As a technique of manufacturing such ferrocoke, a method of mixing fine iron ore into coal and carbonizing, in an ordinary chamber coke oven, a mixture obtained by the mixing has been studied. For example, (a) a method of charging a fine mixture of coal and fine iron ore into a chamber coke oven, (b) a method of briquetting coal and iron ore in a cold environment, that is, at room temperature, and charging the briquette into a chamber coke oven (see Non-Patent Literature 2), (c) a method of carbonizing a briquette of coal and iron ore in a vertical carbonization furnace instead of a chamber coke oven (see Non-Patent Literature 3), and the like have been proposed. Because even an iron oxide is able to exhibit an effect of increasing CO₂ reactivity of coke, an effect of increasing CO₂ reactivity is presumed to be exhibited even if iron ore is not fully reduced to metallic iron (see Non-Patent Literature 4).
For ordinary coke charged into a blast furnace, CO₂ reactivity is considered to improve as carbonization temperature is decreased (for example, see Non-Patent Literature 5).

Citation List

Patent Literature

Patent Literature 1: Japanese Laid-open Patent Publication No. 2006-28594

Non-Patent Literature

Non-Patent Literature 1: "Iron and Steel," The Iron and Steel Institute of Japan, 87, 2001, p. 357
Non-Patent Literature 2: "Coke Technology Annual Report," Japan Charcoal and Fuel Association, 1958, p. 38
Non-Patent Literature 3: "JFE Annual Report" 22, 2008, p. 20
Non-Patent Literature 4: "Fuel" 65, 1986, p. 1476
Non-Patent Literature 5: "Iron and Steel," The Iron and Steel Institute of Japan, 68, 1982, S-744
Non-Patent Literature 6: Kawasaki Steel Technical Report, 6 (1974), p. 16

Summary

Technical Problem

In order to further decrease a reducing agent ratio in a blast furnace, it is necessary to use ferrocoke in the blast furnace as described above, increase CO₂ reactivity of coke in ferrocoke due to a catalyst effect of reduced iron ore, and decrease a thermal reserve zone temperature. However, conditions for manufacturing optimal ferrocoke which increase CO₂ reactivity of coke in ferrocoke have not been disclosed. Further, CO₂ reactivity of coke is desirably evaluated under conditions that have taken blast furnace conditions into consideration.
The invention has been made in view of the above problems, and its object is to provide a metallurgical ferrocoke manufacturing method by which, when manufacturing ferrocoke by carbonizing a mixture of a carbonaceous material and iron ore, CO₂ reactivity of coke in ferrocoke inside a blast furnace is increased, thereby enabling a decrease in a thermal reserve zone temperature and a decrease in a reducing agent ratio.

Solution to Problem

In order to solve the above problems and achieve the object, the present invention is a metallurgical ferrocoke manufacturing method of manufacturing ferrocoke by briquetting a mixture of a carbonaceous material and iron ore to form a briquette and carbonizing the briquette, and is characterized in that a maximum temperature of ferrocoke during the carbonization is in a range of 800°C or higher and 900°C or lower. The maximum temperature of the ferrocoke during the carbonization is preferably in a range of 800°C or higher and 850°C or lower. The particle diameter of the ferrocoke is in a range of 15 mm or greater and 28 mm or less. The ferrocoke preferably has an iron content in a range of 5 mass% or greater and 40 mass% or less and more preferably in a range of 10 mass% or greater and 40 mass% or less. Desirably, the carbonization of the briquette is performed in a vertical furnace and a furnace top gas of the vertical furnace is used as a gas that heats up the briquette. The furnace top gas includes carbon monoxide, carbon dioxide, hydrogen, methane, and nitrogen. The gas that heats up the briquette desirably includes at least two components selected from a group consisting of carbon monoxide, carbon dioxide, hydrogen, methane, and nitrogen.

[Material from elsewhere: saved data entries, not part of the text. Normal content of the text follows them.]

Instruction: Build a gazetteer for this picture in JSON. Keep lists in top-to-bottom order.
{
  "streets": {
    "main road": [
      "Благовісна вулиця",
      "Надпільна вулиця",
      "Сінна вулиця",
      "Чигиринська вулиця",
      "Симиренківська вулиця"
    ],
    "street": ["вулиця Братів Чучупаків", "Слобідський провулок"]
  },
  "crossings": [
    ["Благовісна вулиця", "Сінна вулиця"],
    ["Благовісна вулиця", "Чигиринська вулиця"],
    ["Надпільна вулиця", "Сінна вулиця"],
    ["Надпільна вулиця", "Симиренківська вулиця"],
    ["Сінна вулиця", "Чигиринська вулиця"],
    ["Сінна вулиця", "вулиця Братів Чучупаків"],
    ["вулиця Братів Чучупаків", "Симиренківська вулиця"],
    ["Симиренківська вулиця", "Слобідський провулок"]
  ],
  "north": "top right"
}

Advantageous Effects of Invention

According to the present invention, ferrocoke having high CO₂ reactivity in a blast furnace is able to be manufactured, and a reducing agent ratio in the blast furnace is able to be decreased due to a decrease in a thermal reserve zone temperature. Further, according to the preset invention, a carbonization temperature is not increased by what is more than necessary when ferrocoke is manufactured, and thus contribution to adjustment of a necessary amount of heat is achievable.

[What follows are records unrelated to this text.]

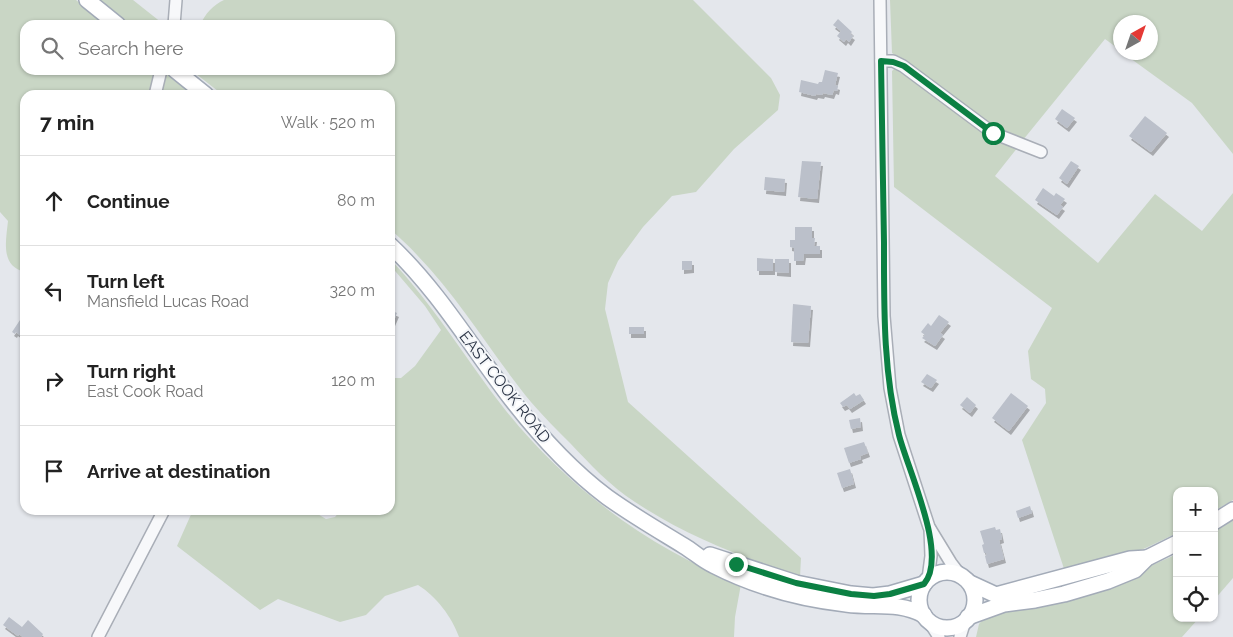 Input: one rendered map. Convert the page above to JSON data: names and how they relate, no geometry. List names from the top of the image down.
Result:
{
  "streets": {
    "main road": ["EAST COOK ROAD"]
  },
  "north": "top right",
  "page": {
    "search": "Search here",
    "heading": ["7 min", "Walk · 520 m"],
    "list": [
      ["Continue", "80 m"],
      ["Turn left", "Mansfield Lucas Road", "320 m"],
      ["Turn right", "East Cook Road", "120 m"],
      "Arrive at destination"
    ],
    "map_buttons": ["+", "−"]
  }
}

Brief Description of Drawings

FIG. 1 is a schematic diagram of a shape of ferrocoke.
FIG. 2 is a graph illustrating a relation between ferrocoke carbonization temperature and reduction rate of iron in ferrocoke.
FIG. 3 is a graph illustrating time difference between a particle surface layer and a center to reach a same temperature during temperature increase.
FIG. 4 is a graph illustrating descending speed necessary for the particle surface layer and the center to reach the same temperature.
FIG. 5 is a graph illustrating an ore particle size distribution.
distribution.
FIG. 6 is a graph illustrating a relation between particle diameter of ferrocoke and ventilation resistance of a mixed layer of ore and ferrocoke.
FIG. 7 is a graph illustrating ferrocoke reaction testing conditions.
FIG. 8 is a graph illustrating a relation between ferrocoke carbonization temperature and CO₂ reaction rate of carbon.
FIG. 9 is a graph illustrating a relation between iron content in ferrocoke and reaction starting temperature.
FIG. 10 is a graph illustrating a relation between ferrocoke carbonization temperature and reducing agent ratio in a blast furnace upon using ferrocoke.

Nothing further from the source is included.